■ The task:
Could you find every line in the entries below that holds the word "inset" and copy it?

[Dataset entries]

------------------------------------------------

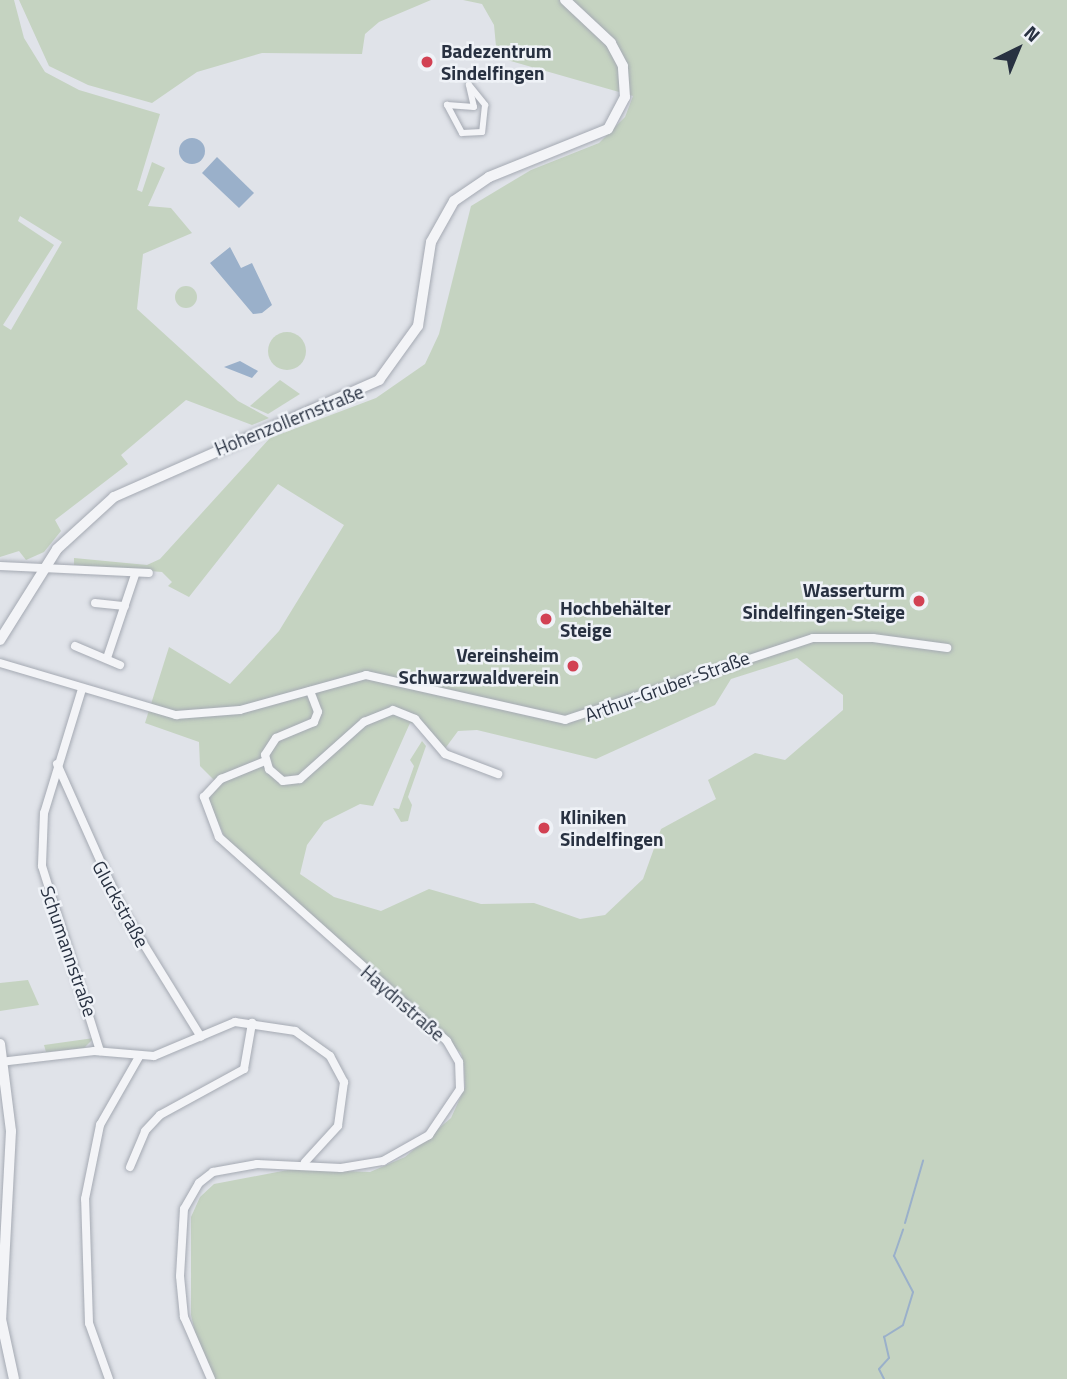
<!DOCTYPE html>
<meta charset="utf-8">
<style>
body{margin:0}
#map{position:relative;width:1067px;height:1379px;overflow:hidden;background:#e0e3e9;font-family:"Titillium Web",sans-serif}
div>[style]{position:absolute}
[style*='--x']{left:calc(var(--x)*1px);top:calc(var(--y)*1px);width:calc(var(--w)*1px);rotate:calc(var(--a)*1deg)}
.green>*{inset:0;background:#c5d3c1}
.round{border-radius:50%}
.water>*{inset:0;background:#9ab0ca}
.stream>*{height:2px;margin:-1px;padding:0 1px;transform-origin:1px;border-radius:1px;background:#9ab0ca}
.roads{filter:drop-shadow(0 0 2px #a5aab3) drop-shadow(0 0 2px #a5aab3)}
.pedestrian>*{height:6px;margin:-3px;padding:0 3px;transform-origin:3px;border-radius:3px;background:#f3f4f7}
.minor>*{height:8px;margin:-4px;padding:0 4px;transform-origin:4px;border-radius:4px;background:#f3f4f7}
.tertiary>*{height:10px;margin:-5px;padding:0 5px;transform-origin:5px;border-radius:5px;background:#f3f4f7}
.dots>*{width:19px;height:19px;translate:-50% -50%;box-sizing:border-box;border:4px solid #eff2f7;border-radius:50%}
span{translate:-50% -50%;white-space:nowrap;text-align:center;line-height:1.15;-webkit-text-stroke:5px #eff2f7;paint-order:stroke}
.poi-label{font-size:19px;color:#283141;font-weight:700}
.left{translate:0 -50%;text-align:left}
.right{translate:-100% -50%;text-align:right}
.street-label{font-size:19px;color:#283141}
.north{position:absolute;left:983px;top:14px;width:70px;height:70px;-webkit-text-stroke:5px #eff2f7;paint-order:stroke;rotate:43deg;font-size:19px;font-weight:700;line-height:28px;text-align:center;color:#283141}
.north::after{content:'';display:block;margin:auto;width:24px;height:32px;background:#283141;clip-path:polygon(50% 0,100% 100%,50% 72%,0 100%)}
</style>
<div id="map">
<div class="green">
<i style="clip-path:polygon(evenodd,0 0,14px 0,24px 38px,45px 72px,79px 90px,160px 114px,137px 190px,142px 192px,152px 162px,165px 168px,148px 206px,171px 208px,192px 233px,143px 254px,137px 309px,238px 401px,269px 418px,252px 425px,186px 400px,121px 455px,128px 464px,55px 520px,61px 531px,44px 552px,26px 560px,19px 551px,0 557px,0 0,20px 216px,62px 242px,11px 330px,3px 325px,54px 245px,18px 221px,20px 216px)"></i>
<i style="clip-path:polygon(19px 0,431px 0,379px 22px,365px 34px,362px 54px,262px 53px,197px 72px,152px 103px,88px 85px,49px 66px)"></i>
<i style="clip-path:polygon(evenodd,463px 0,1067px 0,1067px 1379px,215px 1379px,199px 1350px,191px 1315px,191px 1217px,200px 1197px,214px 1184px,293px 1169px,370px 1172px,405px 1157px,451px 1118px,465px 1087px,464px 1065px,461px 1053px,226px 840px,208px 800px,219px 785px,200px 766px,199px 742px,145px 723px,169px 647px,230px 684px,279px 631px,344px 525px,278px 484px,189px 597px,168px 586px,172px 582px,162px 572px,74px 565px,74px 558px,147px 565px,160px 559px,270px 438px,376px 398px,425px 364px,439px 334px,471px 206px,531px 170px,599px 143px,625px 117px,633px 96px,497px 57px,494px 25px,482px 4px,463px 0,797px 658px,843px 695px,843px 710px,785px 760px,755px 753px,708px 780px,716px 799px,661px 829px,643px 879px,605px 915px,580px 919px,534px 903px,481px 904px,429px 889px,381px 911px,334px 897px,300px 874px,307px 845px,324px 822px,360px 804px,373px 806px,410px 723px,424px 724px,444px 750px,458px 731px,477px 730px,596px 759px,715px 705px,731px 679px,797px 658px)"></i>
<i class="round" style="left:175px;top:286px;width:22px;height:22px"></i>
<i class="round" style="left:268px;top:332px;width:38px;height:38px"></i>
<i style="clip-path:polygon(280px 380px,300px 394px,268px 414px,250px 406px)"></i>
<i style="clip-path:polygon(422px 741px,426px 746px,408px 797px,412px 805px,408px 821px,401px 822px,393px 808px,399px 809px,414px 766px,410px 760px)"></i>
<i style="clip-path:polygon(28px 980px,39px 1005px,0 1011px,0 983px)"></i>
<i style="clip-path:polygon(94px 1038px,84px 1048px,46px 1052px,44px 1045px)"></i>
</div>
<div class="water">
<i class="round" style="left:179px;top:138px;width:26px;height:26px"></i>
<i style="clip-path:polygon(217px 157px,254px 193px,239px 208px,202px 173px)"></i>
<i style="clip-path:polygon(230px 247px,241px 268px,252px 263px,272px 305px,262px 313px,253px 314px,210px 263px)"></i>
<i style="clip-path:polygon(240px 361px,258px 371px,252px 378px,224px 367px)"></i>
</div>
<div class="stream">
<i style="--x:905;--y:1223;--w:65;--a:-73.8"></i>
<i style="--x:884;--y:1379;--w:11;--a:-117"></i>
<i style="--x:879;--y:1369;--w:15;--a:-48"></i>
<i style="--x:889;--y:1358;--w:22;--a:-103"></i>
<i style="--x:884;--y:1337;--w:22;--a:-32"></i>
<i style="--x:903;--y:1325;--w:34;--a:-73"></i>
<i style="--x:913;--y:1292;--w:41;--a:-117.8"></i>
<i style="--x:894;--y:1256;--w:28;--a:-71"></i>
</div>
<div class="roads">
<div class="pedestrian">
<i style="--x:469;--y:85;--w:26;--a:51"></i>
<i style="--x:485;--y:105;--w:27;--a:96"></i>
<i style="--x:482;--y:132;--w:20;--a:177"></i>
<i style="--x:462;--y:133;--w:32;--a:-118"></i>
<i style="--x:447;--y:105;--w:27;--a:4"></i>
<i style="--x:474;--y:107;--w:23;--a:-103"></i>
</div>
<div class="minor">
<i style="--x:0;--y:566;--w:149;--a:2.7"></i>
<i style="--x:95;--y:603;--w:30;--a:6"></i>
<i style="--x:75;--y:646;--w:49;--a:22.9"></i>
<i style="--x:107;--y:658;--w:88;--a:-71.4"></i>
<i style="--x:0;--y:663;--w:184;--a:16.5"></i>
<i style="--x:176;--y:715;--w:64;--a:-4.5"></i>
<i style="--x:240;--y:710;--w:131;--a:-15.5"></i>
<i style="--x:366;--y:675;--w:204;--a:12.7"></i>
<i style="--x:565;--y:720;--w:261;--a:-18.3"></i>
<i style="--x:813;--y:638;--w:60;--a:0"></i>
<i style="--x:873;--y:638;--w:75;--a:7.7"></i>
<i style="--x:82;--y:689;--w:130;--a:107"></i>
<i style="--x:44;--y:813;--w:53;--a:92.2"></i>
<i style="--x:42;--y:866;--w:194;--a:72.6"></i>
<i style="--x:310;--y:691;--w:22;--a:69"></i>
<i style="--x:318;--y:712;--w:11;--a:112"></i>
<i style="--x:314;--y:722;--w:41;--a:157.2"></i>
<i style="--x:276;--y:738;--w:20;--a:123"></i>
<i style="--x:265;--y:755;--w:15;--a:74"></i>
<i style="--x:269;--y:769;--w:18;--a:41"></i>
<i style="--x:283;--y:781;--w:17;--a:-7"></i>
<i style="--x:300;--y:779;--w:86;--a:-41.7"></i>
<i style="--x:364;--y:722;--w:31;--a:-22"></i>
<i style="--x:393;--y:710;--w:24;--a:22"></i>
<i style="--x:415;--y:719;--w:46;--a:49.4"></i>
<i style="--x:445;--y:754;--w:57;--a:20.7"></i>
<i style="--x:57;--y:764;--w:159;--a:65.9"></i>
<i style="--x:122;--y:909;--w:150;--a:58.3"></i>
<i style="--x:0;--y:1062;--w:95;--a:-6.7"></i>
<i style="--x:94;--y:1051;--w:60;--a:4.8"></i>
<i style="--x:154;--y:1056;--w:88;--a:-22.8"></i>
<i style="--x:235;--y:1022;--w:61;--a:8.5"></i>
<i style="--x:295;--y:1031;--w:43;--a:35.5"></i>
<i style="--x:330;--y:1056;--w:30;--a:62"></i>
<i style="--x:344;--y:1082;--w:44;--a:97.8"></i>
<i style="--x:338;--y:1126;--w:49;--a:132.5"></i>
<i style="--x:130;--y:1167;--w:39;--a:-67"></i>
<i style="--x:145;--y:1131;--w:22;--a:-47"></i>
<i style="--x:160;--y:1115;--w:96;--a:-28.7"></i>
<i style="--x:244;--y:1069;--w:47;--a:-80.1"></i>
<i style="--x:109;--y:1379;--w:59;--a:-109.7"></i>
<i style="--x:89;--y:1323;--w:124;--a:-91.8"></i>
<i style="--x:85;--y:1199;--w:76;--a:-78.5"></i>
<i style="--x:100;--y:1125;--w:78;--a:-60.2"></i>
<i style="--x:211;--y:1379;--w:68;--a:-113.5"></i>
<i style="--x:184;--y:1317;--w:41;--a:-95.6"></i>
<i style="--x:180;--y:1276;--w:67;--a:-86.6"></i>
<i style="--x:184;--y:1209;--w:30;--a:-60"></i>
<i style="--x:199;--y:1183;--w:18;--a:-38"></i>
<i style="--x:213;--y:1172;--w:45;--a:-10.3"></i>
<i style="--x:257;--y:1164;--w:84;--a:2.7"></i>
<i style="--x:341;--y:1168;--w:43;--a:-9.5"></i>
<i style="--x:383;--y:1161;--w:53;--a:-29.5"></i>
<i style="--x:429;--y:1135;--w:55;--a:-56"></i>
<i style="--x:460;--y:1089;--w:27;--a:-92"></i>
<i style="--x:459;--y:1062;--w:24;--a:-120"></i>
<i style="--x:447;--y:1041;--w:306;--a:-138.2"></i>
<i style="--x:219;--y:837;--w:43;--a:-110.6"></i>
<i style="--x:204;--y:797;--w:25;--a:-47"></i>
<i style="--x:221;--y:779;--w:48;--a:-22.2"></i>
</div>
<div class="tertiary">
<i style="--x:0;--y:640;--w:107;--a:-57.9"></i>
<i style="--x:57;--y:549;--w:77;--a:-42.4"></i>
<i style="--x:114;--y:497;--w:290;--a:-23.8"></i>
<i style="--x:379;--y:380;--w:67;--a:-54.2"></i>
<i style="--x:418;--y:326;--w:85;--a:-81.2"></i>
<i style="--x:431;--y:242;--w:47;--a:-60.7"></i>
<i style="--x:454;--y:201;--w:42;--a:-34.4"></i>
<i style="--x:489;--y:177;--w:128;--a:-22"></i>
<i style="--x:608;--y:129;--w:36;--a:-62"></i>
<i style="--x:625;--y:97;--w:31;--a:-94"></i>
<i style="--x:623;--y:66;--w:26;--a:-118"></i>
<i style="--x:611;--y:43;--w:63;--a:-136.9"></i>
<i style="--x:0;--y:1044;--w:88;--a:82.8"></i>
<i style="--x:11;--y:1131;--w:188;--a:93"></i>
<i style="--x:1;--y:1319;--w:61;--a:77.8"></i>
</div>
</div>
<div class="dots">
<i style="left:427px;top:62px;background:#d24153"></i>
<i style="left:919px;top:601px;background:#d24153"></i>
<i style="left:546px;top:619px;background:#d24153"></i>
<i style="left:573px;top:666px;background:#d24153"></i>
<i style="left:544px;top:828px;background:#d24153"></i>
</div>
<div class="poi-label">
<span class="left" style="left:441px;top:62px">Badezentrum<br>Sindelfingen</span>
<span class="right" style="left:905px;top:601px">Wasserturm<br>Sindelfingen-Steige</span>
<span class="left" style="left:560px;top:619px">Hochbehälter<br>Steige</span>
<span class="right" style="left:559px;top:666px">Vereinsheim<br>Schwarzwaldverein</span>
<span class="left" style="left:560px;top:828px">Kliniken<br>Sindelfingen</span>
</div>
<div class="street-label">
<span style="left:289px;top:420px;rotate:-22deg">Hohenzollernstraße</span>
<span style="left:667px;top:686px;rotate:-20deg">Arthur-Gruber-Straße</span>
<span style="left:121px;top:904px;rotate:61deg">Gluckstraße</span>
<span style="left:69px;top:951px;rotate:71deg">Schumannstraße</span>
<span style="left:403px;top:1003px;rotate:41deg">Haydnstraße</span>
</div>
<div class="north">N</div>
</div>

------------------------------------------------

■ Expected answer:
.green>*{inset:0;background:#c5d3c1}
.water>*{inset:0;background:#9ab0ca}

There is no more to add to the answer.